Mangur is one of the largest Kurdish tribes of northwestern Iran. Historically semi-nomadic and war-like, they are native to a basin on the little Zab river called “Mangurayeti” in Mukriyan and also inhabit the districts and cities of Sardasht, Piranshahr, Mahabad, Pshdar District.

Mangur was one of the Kurdish tribes in the Bolbas Federation. The others were: Mâmash, Pirân, Zerzâ, Herki and Shekâk.

Sub-tribes
Mangur households were typically named after their founding patriarch’s mother. This made most Mangur families patrilineal-matronymic as they were surnamed after a paternal grandmother.

The Mangurs are divided in six main different matronymic sub-tribes based on, and named after, their respective foremother. The relationship between these six ancestral mothers is vague and unclear though traditionally they are believed to be either sister-wives or biological sisters. The clan names are as follows:
Amān
Šamʿ
Zīn
Zarrīn
Ḵeder
Morowwat
The 'Amān,' 'Šamʿ,' 'Zīn,' 'Zarrīn,' and 'Ḵeder' clans are mostly based in Piranshahr and Sardasht while the 'Morowwat' clan is based in Mahabad. The largest of these sub-tribes is the 'Morowwat' clan. Historically, these sub-tribes acted as their own tribe and were constantly at war with each other and disunited.

History

In the winter of 1928-29 the Mangur, the Mâmash and other tribes rebelled against Reza Shah and occupied Sardasht though they lacked the forces to extend the revolt more widely. The Mangur were among the tribes to initially back the Soviet-backed Republic of Mahabad in 1946. However support for the republic soon fell after the withdrawal of Russia. The Mangur Tribe, and other surrounding tribes withdrew their support.

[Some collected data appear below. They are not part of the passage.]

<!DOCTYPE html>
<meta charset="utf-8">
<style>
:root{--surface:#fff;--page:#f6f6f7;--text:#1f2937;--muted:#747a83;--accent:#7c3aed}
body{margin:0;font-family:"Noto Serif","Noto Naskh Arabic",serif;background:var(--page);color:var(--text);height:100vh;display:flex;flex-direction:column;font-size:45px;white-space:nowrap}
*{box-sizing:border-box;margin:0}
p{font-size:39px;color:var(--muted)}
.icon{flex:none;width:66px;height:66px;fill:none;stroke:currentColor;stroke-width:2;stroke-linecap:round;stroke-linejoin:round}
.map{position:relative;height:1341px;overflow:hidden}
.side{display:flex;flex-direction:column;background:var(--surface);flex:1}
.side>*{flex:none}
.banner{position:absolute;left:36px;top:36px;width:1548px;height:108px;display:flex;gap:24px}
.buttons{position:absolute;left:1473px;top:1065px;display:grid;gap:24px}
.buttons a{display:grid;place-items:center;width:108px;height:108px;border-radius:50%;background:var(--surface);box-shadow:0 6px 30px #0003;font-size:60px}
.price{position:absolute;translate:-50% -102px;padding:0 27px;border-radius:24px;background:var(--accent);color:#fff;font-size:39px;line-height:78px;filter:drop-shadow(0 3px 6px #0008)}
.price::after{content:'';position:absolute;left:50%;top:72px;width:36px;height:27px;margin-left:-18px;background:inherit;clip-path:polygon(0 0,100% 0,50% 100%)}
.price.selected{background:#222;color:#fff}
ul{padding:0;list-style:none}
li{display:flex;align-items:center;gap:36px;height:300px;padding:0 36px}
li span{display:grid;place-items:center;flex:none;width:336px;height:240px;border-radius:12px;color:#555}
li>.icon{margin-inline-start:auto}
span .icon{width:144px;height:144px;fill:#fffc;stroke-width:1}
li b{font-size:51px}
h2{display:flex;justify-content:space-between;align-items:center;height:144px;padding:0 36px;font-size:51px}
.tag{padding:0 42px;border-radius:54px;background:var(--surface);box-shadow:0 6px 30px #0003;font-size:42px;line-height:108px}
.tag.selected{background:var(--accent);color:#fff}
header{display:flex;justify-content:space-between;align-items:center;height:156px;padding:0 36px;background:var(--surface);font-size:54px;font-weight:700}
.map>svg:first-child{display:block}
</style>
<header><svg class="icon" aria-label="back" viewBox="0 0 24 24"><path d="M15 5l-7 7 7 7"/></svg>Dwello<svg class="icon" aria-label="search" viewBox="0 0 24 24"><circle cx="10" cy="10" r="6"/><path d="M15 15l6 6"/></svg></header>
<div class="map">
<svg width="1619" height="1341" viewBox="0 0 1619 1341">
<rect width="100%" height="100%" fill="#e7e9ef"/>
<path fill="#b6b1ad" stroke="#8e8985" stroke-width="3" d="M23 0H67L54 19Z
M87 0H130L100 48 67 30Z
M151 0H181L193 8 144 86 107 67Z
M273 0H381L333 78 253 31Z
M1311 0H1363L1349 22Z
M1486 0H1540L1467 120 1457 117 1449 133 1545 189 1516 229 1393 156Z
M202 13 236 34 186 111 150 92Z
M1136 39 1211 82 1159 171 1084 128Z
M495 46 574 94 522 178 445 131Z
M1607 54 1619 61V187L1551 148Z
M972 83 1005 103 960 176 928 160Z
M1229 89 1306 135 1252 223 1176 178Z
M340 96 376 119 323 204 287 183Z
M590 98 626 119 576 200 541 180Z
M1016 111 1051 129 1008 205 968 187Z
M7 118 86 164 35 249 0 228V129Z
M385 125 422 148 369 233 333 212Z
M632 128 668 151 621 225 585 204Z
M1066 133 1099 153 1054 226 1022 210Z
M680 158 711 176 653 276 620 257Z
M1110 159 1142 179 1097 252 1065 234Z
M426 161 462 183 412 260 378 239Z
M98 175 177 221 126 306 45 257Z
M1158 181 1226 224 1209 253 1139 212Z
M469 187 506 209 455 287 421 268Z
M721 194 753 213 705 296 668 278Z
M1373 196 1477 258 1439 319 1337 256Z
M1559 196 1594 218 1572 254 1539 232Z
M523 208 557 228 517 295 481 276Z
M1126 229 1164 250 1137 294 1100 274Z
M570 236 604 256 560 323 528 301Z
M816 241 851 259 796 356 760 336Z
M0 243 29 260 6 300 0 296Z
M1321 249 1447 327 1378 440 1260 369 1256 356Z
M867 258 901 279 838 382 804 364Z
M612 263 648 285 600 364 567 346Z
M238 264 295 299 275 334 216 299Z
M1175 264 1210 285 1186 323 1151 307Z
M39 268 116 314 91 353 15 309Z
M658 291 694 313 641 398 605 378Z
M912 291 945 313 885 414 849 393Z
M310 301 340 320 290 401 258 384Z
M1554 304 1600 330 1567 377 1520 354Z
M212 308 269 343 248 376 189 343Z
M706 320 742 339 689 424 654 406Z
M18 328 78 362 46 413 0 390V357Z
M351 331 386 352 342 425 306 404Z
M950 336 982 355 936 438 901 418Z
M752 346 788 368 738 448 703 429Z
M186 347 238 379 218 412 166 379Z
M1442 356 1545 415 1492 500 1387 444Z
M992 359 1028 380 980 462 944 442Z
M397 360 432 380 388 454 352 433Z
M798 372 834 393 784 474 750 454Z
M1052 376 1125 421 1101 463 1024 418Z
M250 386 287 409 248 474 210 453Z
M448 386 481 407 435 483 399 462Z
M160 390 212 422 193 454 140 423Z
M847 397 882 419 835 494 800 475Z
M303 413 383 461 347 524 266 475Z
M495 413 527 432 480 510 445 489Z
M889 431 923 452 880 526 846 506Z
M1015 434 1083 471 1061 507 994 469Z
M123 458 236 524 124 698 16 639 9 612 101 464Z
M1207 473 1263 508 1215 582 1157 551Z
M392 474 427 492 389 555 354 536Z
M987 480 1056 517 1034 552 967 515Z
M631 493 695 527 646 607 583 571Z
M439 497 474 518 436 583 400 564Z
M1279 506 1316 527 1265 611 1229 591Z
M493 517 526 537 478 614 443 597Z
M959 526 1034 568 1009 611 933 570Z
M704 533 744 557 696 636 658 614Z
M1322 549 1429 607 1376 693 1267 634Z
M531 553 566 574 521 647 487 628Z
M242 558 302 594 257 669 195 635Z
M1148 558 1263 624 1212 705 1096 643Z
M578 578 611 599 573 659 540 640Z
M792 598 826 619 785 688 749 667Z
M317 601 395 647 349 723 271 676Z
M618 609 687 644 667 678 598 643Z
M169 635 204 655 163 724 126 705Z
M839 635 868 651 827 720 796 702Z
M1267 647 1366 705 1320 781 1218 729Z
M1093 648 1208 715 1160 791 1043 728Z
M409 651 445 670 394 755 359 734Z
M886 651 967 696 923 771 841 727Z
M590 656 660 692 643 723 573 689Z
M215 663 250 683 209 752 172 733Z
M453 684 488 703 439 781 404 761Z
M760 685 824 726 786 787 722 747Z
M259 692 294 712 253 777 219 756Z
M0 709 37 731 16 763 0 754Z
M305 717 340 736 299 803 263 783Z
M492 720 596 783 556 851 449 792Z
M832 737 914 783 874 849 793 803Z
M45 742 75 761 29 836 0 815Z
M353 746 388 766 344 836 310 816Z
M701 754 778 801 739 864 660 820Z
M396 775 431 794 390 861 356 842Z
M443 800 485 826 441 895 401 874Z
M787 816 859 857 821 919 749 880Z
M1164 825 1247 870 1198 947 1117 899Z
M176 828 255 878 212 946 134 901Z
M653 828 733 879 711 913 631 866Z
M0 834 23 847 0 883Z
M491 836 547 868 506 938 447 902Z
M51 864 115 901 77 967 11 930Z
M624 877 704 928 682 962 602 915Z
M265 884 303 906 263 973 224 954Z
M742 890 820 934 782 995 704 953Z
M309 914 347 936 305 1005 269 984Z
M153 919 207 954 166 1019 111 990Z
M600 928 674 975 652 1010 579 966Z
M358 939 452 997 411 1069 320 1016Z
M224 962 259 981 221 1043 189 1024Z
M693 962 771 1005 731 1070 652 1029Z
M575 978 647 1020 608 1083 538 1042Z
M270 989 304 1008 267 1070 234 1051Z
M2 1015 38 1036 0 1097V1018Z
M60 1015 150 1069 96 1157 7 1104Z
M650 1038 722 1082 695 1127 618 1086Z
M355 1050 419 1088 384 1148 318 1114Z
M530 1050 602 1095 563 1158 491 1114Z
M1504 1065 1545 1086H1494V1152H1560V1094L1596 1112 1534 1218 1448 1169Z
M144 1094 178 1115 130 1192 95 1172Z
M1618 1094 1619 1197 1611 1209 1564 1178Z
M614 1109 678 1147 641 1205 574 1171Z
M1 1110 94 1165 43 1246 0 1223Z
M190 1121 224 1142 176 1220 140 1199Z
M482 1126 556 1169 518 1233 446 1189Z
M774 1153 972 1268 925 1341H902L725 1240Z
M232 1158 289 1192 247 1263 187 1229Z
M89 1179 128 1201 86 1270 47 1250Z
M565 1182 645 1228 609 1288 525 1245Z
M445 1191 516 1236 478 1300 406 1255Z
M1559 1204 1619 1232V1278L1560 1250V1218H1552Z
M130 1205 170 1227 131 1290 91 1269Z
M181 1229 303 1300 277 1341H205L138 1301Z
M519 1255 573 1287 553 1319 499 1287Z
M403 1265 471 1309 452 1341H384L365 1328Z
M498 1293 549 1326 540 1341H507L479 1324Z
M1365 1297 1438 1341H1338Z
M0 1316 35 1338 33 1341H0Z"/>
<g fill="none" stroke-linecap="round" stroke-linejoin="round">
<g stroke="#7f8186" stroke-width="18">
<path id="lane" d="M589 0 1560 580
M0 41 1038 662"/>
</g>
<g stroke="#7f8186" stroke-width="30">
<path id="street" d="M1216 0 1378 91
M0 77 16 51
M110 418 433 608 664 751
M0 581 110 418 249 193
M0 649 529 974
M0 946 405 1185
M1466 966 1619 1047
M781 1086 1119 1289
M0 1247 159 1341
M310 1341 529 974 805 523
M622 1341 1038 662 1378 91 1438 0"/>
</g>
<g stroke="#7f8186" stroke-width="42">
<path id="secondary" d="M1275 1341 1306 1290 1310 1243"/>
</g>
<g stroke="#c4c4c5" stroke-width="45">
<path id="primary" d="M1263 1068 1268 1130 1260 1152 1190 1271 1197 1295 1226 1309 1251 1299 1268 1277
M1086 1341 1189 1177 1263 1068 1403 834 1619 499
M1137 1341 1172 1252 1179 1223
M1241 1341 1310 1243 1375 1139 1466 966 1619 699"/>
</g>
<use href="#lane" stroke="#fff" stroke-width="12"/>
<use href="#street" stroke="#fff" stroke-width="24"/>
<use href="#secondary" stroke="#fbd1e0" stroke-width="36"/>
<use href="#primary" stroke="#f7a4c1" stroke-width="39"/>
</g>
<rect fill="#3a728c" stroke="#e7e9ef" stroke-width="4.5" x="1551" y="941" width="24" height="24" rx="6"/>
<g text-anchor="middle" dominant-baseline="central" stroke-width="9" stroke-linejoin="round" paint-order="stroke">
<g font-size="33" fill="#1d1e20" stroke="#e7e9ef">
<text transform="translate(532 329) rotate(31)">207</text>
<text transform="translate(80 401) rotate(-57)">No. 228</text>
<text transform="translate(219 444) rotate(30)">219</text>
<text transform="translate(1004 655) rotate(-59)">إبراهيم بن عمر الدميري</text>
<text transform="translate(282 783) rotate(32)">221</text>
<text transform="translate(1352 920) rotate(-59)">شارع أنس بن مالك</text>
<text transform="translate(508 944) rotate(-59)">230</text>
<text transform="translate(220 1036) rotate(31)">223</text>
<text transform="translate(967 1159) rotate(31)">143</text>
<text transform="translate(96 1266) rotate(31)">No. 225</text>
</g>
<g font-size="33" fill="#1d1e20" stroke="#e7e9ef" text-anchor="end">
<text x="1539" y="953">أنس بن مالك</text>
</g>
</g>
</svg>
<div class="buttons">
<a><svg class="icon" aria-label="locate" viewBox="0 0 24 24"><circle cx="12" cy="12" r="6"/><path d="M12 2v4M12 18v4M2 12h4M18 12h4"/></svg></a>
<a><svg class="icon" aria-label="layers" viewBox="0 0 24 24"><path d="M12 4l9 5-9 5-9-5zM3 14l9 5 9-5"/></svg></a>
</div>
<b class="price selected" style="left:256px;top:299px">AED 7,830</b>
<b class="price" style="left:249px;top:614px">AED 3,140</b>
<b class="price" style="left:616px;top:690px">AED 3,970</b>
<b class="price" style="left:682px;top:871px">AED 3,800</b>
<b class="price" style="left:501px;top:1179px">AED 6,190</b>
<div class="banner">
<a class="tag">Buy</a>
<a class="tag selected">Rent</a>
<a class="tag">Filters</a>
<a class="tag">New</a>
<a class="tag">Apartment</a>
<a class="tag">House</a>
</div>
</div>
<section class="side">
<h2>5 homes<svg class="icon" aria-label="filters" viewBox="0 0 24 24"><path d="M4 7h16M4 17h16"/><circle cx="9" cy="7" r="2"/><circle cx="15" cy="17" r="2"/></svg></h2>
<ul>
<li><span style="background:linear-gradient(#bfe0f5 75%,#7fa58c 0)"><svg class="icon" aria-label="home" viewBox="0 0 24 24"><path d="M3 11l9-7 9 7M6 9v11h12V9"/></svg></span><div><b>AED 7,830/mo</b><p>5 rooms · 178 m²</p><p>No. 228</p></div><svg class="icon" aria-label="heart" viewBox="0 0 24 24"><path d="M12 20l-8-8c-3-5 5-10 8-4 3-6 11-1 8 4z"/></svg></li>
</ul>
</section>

Pre-marital romance was tolerated by the Mangurs, as well as other Bolbas tribes, although it was almost always expected the couple soon elope and marry. These love marriages were called “radu khstn.” Most Bolbas women had been in at least one love marriage in their life and it is considered an honor. This caused conflict with the surrounding settled-feudalistic Mokri tribe, whom measured a woman's honor in delicacy and modesty rather than strength and stubbornness, who promoted the ban of this practice. The Mangurs were of the last Kurdish tribes to practice this tradition, continuing the practice until the 1980s.

The Mangur were notorious for banditry and raiding. Female Mangur bandits were also present.